Friday Feed The Where abouts of all the Bucatini?
Greetings to FERN’s Friday Feed (#FFF), where we distribute the narratives from this week that prompted contemplation.
The significant bucatini deficit of 2020
New York Magazine.
“I harbored an intensified resolve to unravel this enigma,” expresses Rachel Handler, “not solely for personal gratification but also for the ensemble of Saturday Night Live and the entire populace of the United States of America, who had endured an excessive amount for an extensive duration only to encounter further vexation through the spontaneous and incomprehensible vanishing act of the preeminent pasta.
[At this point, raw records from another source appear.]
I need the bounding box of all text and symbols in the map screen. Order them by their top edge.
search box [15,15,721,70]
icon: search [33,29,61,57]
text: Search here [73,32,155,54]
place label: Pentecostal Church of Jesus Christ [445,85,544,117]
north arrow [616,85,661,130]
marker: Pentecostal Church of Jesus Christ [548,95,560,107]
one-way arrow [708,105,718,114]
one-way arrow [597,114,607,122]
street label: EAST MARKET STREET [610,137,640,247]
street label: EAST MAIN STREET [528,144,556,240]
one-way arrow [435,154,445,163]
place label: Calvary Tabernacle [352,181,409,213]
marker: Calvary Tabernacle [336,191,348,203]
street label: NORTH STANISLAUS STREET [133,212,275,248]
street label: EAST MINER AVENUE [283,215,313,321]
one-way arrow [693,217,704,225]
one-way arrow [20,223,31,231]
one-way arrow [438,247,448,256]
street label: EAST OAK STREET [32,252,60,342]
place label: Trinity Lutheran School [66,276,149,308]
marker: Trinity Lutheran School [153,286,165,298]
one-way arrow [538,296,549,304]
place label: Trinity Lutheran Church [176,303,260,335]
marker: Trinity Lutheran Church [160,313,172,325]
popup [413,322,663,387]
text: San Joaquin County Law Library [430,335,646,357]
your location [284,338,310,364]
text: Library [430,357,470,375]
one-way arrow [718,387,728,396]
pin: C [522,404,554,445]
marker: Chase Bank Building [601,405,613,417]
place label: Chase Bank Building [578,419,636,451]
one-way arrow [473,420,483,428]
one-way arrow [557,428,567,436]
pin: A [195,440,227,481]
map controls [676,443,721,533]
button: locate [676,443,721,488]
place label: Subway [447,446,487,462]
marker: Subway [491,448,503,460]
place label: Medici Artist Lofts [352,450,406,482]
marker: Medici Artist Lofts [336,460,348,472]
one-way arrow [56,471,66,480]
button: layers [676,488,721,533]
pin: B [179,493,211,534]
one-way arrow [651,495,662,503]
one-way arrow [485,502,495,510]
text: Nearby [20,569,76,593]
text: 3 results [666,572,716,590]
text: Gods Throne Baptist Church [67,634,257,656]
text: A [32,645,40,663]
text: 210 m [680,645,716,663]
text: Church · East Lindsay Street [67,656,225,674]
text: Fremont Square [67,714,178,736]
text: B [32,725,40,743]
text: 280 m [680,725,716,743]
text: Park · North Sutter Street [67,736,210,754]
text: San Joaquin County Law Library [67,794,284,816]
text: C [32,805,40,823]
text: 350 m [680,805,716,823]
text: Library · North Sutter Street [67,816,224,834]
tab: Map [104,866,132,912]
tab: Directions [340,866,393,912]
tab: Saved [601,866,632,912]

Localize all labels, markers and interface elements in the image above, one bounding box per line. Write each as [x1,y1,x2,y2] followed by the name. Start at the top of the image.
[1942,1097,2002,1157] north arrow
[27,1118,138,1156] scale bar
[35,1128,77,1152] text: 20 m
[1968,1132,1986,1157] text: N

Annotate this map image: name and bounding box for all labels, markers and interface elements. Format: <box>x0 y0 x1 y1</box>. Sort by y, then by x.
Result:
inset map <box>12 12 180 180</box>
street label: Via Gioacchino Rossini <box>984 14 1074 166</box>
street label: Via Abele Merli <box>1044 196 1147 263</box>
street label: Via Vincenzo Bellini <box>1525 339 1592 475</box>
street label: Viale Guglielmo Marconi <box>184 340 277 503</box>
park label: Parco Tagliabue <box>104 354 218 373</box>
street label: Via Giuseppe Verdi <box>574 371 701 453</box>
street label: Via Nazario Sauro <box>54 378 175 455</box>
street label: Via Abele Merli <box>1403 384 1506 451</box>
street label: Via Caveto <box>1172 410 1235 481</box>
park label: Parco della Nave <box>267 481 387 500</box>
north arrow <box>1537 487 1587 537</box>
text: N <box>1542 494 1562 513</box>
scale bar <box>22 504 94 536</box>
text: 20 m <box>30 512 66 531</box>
The rationale behind consuming black-eyed peas for auspiciousness on New Year’s.
Garden & Gun
“This superstition retains its firmest grip on individuals with ties to the South, whether by birth, lineage, or current habitation, elucidates Adrian Miller.
For those outside of such categories, and even for many within them, the custom remains somewhat perplexing.
I understand that it is customary, yet the rationale eludes me.
I am here to furnish elucidations, and those elucidations arise from a complex amalgamation of culinary and cultural influences from West Africa and Western Europe.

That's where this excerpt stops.